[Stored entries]
* * * *
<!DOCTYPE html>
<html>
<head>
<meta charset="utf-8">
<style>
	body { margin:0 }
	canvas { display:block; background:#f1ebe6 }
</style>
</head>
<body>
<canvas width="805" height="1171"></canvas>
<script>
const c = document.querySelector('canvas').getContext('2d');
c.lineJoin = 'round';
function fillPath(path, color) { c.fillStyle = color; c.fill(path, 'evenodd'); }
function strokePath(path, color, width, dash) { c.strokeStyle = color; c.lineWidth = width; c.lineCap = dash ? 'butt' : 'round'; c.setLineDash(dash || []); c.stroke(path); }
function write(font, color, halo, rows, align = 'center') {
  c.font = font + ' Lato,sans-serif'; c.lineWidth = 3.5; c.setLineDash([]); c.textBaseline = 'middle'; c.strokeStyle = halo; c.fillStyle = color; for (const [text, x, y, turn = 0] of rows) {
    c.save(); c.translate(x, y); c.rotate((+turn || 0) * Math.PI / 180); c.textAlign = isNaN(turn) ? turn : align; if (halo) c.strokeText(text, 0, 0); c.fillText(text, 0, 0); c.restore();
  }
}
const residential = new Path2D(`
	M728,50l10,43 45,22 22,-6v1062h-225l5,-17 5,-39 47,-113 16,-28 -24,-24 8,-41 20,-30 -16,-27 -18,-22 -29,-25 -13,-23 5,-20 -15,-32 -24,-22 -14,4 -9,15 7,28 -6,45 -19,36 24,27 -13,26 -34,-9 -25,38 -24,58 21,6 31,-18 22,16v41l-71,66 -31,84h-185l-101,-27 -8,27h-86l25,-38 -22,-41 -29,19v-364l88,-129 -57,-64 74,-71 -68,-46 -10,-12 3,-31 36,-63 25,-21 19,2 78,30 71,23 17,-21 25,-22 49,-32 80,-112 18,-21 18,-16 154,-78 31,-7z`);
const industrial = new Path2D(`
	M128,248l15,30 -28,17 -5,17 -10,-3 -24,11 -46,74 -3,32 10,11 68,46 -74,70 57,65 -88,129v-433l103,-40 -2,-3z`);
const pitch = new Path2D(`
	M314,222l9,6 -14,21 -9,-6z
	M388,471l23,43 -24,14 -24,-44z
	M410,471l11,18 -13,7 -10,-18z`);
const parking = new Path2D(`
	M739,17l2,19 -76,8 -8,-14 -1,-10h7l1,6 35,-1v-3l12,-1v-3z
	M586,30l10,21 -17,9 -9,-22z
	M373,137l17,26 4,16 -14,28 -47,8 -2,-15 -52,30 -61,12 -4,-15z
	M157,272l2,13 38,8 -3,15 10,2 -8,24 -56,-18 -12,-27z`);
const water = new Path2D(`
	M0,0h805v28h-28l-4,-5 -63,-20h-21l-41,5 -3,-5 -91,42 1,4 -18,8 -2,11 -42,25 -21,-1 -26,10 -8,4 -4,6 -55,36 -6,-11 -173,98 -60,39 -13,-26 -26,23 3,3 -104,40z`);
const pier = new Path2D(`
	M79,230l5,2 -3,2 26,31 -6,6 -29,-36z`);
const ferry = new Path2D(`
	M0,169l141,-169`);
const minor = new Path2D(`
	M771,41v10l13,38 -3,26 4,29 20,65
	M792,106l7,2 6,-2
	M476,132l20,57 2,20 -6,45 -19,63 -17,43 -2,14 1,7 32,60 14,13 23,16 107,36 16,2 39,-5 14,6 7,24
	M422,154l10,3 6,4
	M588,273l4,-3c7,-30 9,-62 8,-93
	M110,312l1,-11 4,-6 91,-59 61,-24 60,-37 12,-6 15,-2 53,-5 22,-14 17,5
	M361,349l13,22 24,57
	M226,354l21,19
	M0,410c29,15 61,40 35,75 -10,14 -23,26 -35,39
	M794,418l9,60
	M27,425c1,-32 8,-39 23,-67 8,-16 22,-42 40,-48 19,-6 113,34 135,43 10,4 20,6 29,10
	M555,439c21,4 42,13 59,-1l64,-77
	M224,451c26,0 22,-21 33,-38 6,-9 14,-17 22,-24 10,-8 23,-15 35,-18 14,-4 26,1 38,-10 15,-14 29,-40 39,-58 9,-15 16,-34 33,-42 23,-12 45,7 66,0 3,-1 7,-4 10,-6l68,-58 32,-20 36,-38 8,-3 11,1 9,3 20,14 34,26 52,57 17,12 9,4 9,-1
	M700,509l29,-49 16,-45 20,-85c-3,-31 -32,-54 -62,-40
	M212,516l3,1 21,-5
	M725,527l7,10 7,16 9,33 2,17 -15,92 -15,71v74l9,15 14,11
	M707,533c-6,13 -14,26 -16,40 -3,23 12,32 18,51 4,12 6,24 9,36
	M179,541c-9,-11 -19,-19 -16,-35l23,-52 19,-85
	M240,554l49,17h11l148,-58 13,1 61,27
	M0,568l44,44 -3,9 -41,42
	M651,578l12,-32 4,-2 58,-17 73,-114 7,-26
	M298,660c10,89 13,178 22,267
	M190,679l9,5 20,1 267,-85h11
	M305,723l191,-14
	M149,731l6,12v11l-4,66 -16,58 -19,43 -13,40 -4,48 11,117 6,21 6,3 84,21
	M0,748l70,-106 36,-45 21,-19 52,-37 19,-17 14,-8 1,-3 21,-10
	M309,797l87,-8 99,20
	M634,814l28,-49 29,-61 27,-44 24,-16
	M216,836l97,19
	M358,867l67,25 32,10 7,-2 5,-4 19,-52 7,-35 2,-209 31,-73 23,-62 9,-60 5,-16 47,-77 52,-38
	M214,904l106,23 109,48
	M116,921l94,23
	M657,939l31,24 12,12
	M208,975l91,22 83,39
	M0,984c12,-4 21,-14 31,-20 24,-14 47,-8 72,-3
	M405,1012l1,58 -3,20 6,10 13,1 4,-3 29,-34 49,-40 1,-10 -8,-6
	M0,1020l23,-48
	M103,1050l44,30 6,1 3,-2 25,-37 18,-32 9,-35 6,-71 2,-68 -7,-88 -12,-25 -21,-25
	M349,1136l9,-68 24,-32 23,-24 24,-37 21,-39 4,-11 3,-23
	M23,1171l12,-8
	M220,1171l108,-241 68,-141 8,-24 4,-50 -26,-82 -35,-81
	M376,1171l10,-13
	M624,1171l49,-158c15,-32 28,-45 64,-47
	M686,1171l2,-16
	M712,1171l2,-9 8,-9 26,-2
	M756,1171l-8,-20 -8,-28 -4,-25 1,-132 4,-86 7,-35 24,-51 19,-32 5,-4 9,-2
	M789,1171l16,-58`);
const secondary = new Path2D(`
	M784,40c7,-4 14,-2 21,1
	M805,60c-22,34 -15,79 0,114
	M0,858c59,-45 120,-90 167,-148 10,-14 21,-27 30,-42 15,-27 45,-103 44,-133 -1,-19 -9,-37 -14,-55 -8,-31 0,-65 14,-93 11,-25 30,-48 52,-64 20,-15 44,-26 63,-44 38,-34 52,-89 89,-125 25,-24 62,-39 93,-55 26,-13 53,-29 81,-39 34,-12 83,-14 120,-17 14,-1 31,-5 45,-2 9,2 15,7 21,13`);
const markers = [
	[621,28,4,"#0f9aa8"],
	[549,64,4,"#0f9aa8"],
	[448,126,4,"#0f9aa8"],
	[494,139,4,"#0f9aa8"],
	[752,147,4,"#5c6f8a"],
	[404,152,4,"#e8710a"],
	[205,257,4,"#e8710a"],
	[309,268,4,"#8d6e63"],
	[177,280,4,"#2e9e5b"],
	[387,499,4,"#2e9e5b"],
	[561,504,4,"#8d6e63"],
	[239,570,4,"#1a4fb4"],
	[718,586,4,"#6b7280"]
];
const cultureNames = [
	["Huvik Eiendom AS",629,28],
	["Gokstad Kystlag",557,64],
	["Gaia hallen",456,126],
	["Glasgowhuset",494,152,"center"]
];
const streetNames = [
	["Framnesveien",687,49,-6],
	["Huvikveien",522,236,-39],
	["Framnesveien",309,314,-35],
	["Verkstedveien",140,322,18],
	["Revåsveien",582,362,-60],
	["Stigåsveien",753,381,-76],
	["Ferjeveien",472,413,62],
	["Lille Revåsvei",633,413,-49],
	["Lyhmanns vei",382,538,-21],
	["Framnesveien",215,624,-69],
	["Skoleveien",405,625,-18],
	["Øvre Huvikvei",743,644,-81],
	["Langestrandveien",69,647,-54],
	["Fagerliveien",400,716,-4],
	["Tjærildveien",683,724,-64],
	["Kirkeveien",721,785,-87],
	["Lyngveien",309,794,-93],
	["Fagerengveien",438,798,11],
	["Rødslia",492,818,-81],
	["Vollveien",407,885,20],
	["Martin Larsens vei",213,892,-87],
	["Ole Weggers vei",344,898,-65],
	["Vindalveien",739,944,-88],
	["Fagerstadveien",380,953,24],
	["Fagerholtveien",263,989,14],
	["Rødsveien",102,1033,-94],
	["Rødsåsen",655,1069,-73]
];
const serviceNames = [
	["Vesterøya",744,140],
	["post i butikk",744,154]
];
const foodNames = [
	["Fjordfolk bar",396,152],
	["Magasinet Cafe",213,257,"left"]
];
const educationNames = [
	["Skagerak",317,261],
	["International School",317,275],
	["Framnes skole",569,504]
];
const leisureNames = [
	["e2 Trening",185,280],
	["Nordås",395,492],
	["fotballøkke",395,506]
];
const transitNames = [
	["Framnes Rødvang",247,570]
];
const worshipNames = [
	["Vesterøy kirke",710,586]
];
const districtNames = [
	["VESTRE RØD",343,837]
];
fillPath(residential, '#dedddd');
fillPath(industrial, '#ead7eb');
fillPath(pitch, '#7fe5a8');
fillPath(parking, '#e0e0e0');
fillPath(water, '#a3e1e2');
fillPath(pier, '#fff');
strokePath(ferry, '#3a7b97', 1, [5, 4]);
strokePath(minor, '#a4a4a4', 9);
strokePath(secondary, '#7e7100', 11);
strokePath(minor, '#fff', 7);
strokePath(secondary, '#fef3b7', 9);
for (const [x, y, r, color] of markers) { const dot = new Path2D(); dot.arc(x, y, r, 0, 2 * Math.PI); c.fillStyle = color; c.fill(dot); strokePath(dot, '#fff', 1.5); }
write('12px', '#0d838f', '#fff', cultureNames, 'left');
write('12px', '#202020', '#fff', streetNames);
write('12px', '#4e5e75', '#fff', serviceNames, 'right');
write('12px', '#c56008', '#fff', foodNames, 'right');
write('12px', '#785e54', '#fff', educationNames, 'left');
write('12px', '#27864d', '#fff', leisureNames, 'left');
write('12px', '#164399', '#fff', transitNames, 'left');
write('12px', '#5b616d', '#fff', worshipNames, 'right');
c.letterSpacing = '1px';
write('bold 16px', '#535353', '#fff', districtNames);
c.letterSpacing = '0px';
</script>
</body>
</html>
* * * *
◆ WORK TASK:
What is needed is an exact copy of the lines from the one containing "write('12px', '#4e5e75', '#fff', serviceNames, 'right');" through the last line of the records above, both included.

◆ SOLUTION TO THE PROBLEM:
write('12px', '#4e5e75', '#fff', serviceNames, 'right');
write('12px', '#c56008', '#fff', foodNames, 'right');
write('12px', '#785e54', '#fff', educationNames, 'left');
write('12px', '#27864d', '#fff', leisureNames, 'left');
write('12px', '#164399', '#fff', transitNames, 'left');
write('12px', '#5b616d', '#fff', worshipNames, 'right');
c.letterSpacing = '1px';
write('bold 16px', '#535353', '#fff', districtNames);
c.letterSpacing = '0px';
</script>
</body>
</html>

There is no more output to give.